The Problem With Atticus Finch

     The hullabaloo over Go Set a Watchman is unavoidable, and it is a book I will definitely be reading. But my interest is cultural as well as literary, and I guess I don't hold To Kill a Mockingbird in the kind of reverence that many others do. Yes, I have read the novel, half a dozen times. I've taught the novel in my high school classroom. But I certainly don't place this book, or any of its characters, on a pedestal.

     There are many things to admire in To Kill a Mockingbird. The novel offers one perspective on racism in the South. It exposes the casual racism and injustice that are still endemic. TKAM has humor, an unerring narrative voice, and great characters. And yes, Atticus Finch is an admirable man, an indelible character. Who can ever forget the scene where Atticus shoots a mad dog in the street, or the incredible grace and dignity which he displays in the courtroom. And his advice to Scout, to walk around in someone else's skin before judging them--these are all great moments.

     But TKAM and its characters have their limitations. And it has always troubled me that this most revered novel is often treated as the ultimate novel about racism.

     The trouble is that TKAM is written from the point of view of a white character, is written by a white author, and depicts the white world. TKAM is a great novel--I'm not disputing that. But is tells a very narrowly framed story (from a racial perspective). And much of what the novel is about (coming-of-age, family conflicts, education) exists outside the racial conflicts of the story.

     The trouble is that Atticus Finch is another variation on the white savior. The character of Tom Robinson is thinly constructed--he is present as more of a symbol than a fully developed human being.

     So if Atticus turns out to be more complicated, and more racist, in Go Set a Watchman, I won't be devastated. I'll be interested.

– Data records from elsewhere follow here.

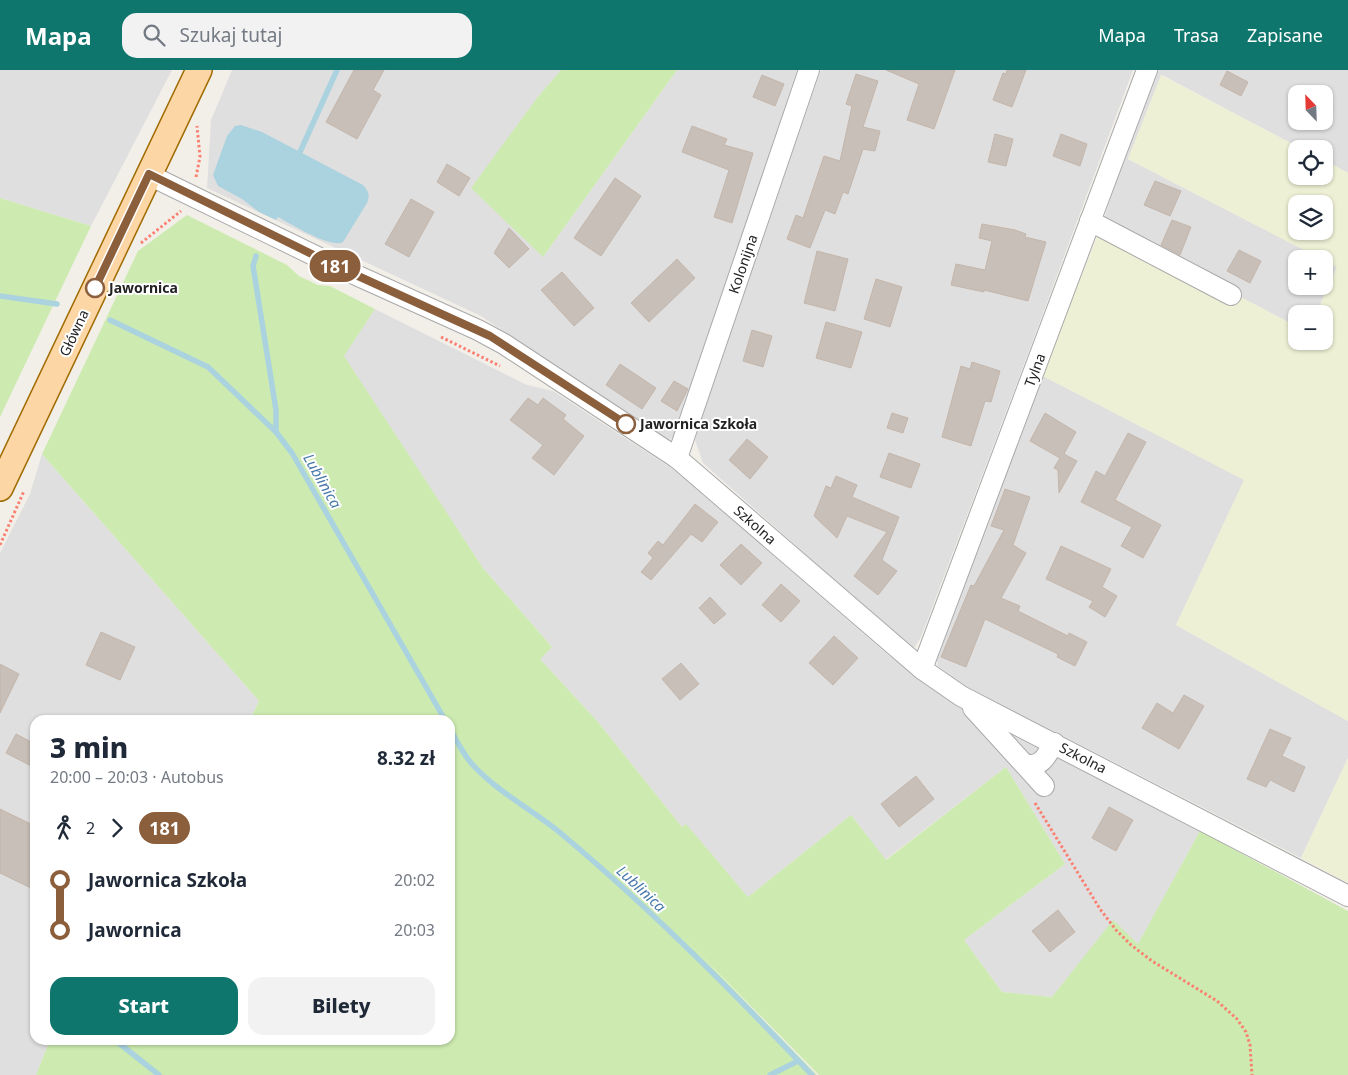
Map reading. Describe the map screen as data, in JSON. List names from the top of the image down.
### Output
{
  "streets": {
    "main road": ["Główna"],
    "street": ["Kolonijna", "Tylna", "Szkolna"]
  },
  "crossings": [
    ["Kolonijna", "Szkolna"],
    ["Główna", "Szkolna"],
    ["Tylna", "Szkolna"]
  ],
  "water": ["Lublinica"],
  "places": ["Jawornica", "Jawornica Szkoła"],
  "lines": ["bus line 181"],
  "north": "top left",
  "page": {
    "header": "Mapa",
    "search": "Szukaj tutaj",
    "nav": ["Mapa", "Trasa", "Zapisane"],
    "on_map": "181",
    "map_buttons": ["+", "−"],
    "heading": ["3 min", "20:00 – 20:03 · Autobus", "8.32 zł"],
    "legs": ["2", "181"],
    "list": [
      {
        "name": "Jawornica Szkoła",
        "value": "20:02"
      },
      {
        "name": "Jawornica",
        "value": "20:03"
      }
    ],
    "buttons": ["Start", "Bilety"]
  }
}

     I'll be interested in the moral complexities of writing about race in America. I'll be interested in the ways in which white writers evade or face those complexities.

     But I won't look to a single novel, or two novels, for an understanding of racism.

     And I'll definitely look to black writers to tell me about the experience and effects of racism in this great, flawed country of ours.

     I'll read James Baldwin: Go Tell It on the Mountain, Another Country, Notes of a Native Son, The Fire Inside. Baldwin is a truth teller.

     I'll read Jesmyn Ward, especially her devastating memoir, Men We Reaped.
 
     I'll read Claudia Rankine's Citizen: An American Lyric. If you want to know and understand the felt experience of racism in America, this volume is an excellent place to start.

     I'll read Kiese Laymon's How to Slowly Kill Yourself and Others in America.

     I'll read Ta-Nehisi Coates, whose Between the World and Me was just published. And if you want your heart thoroughly broken, read his piece in the Atlantic, "The Case for Reparations."

     I'll read Ralph Ellison, Toni Morrison, James Alan McPherson, Ernest Gaines, Richard Wright, Nella Larson, Edward P. Jones.

     To Kill a Mockingbird is a beautifully written novel, but it is a narrow sliver of life. If TKAM moves readers, then good. If Atticus Finch inspires readers, then good. But there are truth tellers out there, and we should be reading them all.